I guess I used the names that I did because of English word order. For
example, "free context" is more natural than "context free" because
English puts the verb before the object.

It is not too late to change (but as I've started - slowly - working on
a framework, it is almost too late). However, if, for example,
pcre2_free_context changed to pcre2_context_free, then for consistency
we would also have to change pcre2_free_match_data to
pcre2_match_data_free and so on. In other words, group the names by the
object they work on instead of by the action they take.

I am inclined not to change - does anybody else on this list have views?

> - I prefer to use the word "alloc" in function name when allocation is done
> and reserve the word "init" to initialize structures. Thus pcre2_init_context
> will be pcre2_ctx_alloc (and pcre2_ctx_free)

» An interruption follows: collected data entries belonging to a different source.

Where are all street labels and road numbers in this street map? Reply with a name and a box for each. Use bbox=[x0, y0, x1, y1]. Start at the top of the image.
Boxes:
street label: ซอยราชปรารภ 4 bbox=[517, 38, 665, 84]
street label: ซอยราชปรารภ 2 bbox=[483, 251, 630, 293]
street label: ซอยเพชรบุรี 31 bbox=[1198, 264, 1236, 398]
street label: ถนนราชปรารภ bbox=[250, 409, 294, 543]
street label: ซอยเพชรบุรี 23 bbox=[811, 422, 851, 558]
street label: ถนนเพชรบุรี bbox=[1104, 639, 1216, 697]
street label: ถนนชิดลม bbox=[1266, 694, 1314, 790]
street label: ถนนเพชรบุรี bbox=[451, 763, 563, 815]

pcre2_init_context *does* initialize the structure. It seemed to me that
it would be more convenient for a user to write

pcre2_context *c = pcre2_init_context(NULL);

instead of

pcre2_context *c = pcre2_init_context(pcre2_alloc_context());

> - Are you sure this is necessary to have memory_management functions
> (private_malloc/private_free) by context ? Same question for
> recursion_memory_management ?


Yes! That is one of the main reasons for making a new API. The fact that
the current private malloc/free functions are global variables means
that they cannot be different for different threads. The new API has no
global variables.

> - Is it necessary to have a pcre2_get_user_data()/pcre2_ctx_get_udata() as
> this information is given when private_malloc() and private_free() are called
> ?


An earlier draft of the proposal was different, but during previous
discussion people said there should be complete matching groups of
set/get functions for each field in the context, for consistency. That
is why these functions are now specified.

> - I will change all returns code of the API to have the following rules:
> o Allocation functions return as standard allocation functions, that is a
> pointer, NULL if failure
> o Other functions always return an int >= 0 if OK, < 0 if NOK (#define
> PCRE2_ERR_INVAL_XX => return(-PCRE2_ERR_INVAL_XX))

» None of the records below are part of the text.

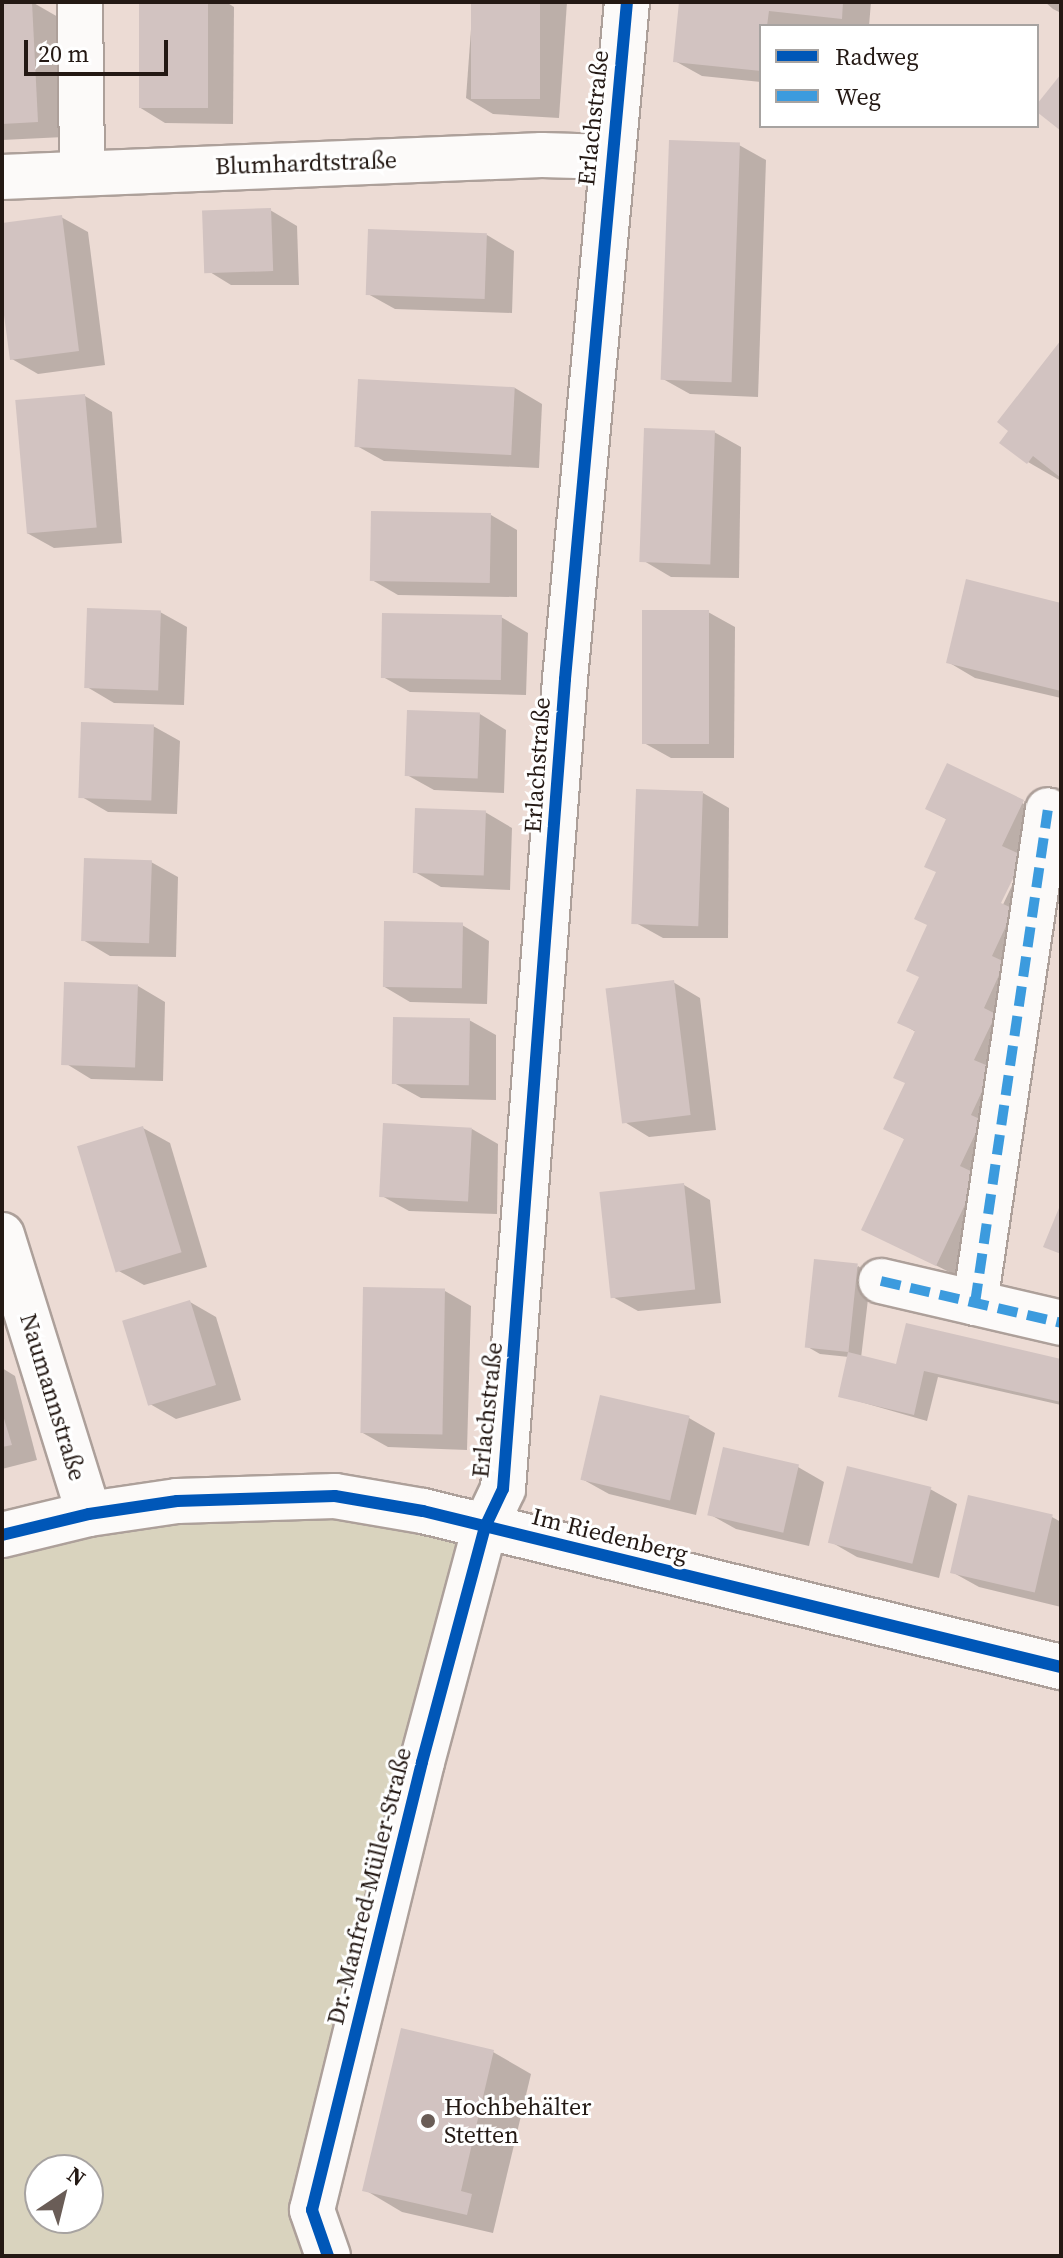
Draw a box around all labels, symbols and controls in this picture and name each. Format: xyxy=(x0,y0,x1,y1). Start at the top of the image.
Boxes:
scale bar xyxy=(28,24,172,74)
legend xyxy=(759,24,1039,128)
text: 20 m xyxy=(38,37,89,70)
text: Radweg xyxy=(835,40,919,73)
street label: Erlachstraße xyxy=(572,49,614,187)
text: Weg xyxy=(835,80,881,113)
street label: Blumhardtstraße xyxy=(215,145,397,181)
street label: Erlachstraße xyxy=(518,696,556,834)
street label: Naumannstraße xyxy=(14,1310,92,1484)
street label: Erlachstraße xyxy=(466,1341,508,1479)
street label: Im Riedenberg xyxy=(529,1502,691,1568)
street label: Dr.-Manfred-Müller-Straße xyxy=(321,1744,417,2028)
place label: Hochbehälter Stetten xyxy=(444,2093,591,2149)
marker: Hochbehälter Stetten xyxy=(419,2112,437,2130)
north arrow xyxy=(24,2154,104,2234)
text: N xyxy=(61,2159,92,2193)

The error codes are very similar to the existing API. They don't seem to
have been a problem in the past, so I saw no reason to change them.

> Thus
> prce2cc = pcre2_compile_alloc(ctx, pattern, size, options, &errcode, &errpos);
>
> - Maybe prce2cc structure will be able to keep errors information and remove
> errcode et errpos in the call of compile_alloc.


pcre2_compile returns NULL for a compile-time error - there is no
structure.

> Then the test
> if(prce2cc == NULL){
>    pcre2_get_error_message(errorcode, buffer, 120);
> }
> will become something like:
> if(prce2_compile_failure(prce2cc)) {
>    errcode = prce2_get_errcode(prce2cc);
>    errpos = prce2_get_errpos(prce2cc);
>    prce2_get_errpos(prce2cc, buffer, 120);
> and/or
>    pcre2_strerror(errcode, buffer, 120) /* like standard strerror() */
> }


I think that is unnecessarily complicated - and you still have to free
the pcre2cc structure. The code at the moment does not even allocate a
structure until it has made a first-pass check through the regex, which
is where most compile-time errors are picked up.

> - I always use the fullinfo COUNTSIZE to get the size of the expected ovector
> size
> So I prefer to have something like
> match_data = pcre2_mdata_alloc(pcre2cc, 0); /* 0 to use fullinfo(COUNTSIZE), >
> 0 for a specify size*/


You need also to pass the context (for malloc/free), but I can see that
something like this could be a useful convenience. Thank you for the
idea.

> rc = pcre2_exec(ctx, prce2cc, array_subject, lower, upper, max, stride,
> option, match_data);
> I will use array_subject (a) lower (l), upper (u), max (m) and stride (s) to
> define slice as follow (if I had time, I will implement it for python slice):
> 8<------------------------------------------------------------------
> A bit long, sorry... You can skip if no interest


Er, yes, I didn't really follow all of that.

> A bit.... to much maybe....


:-)

Philip

--
Philip Hazel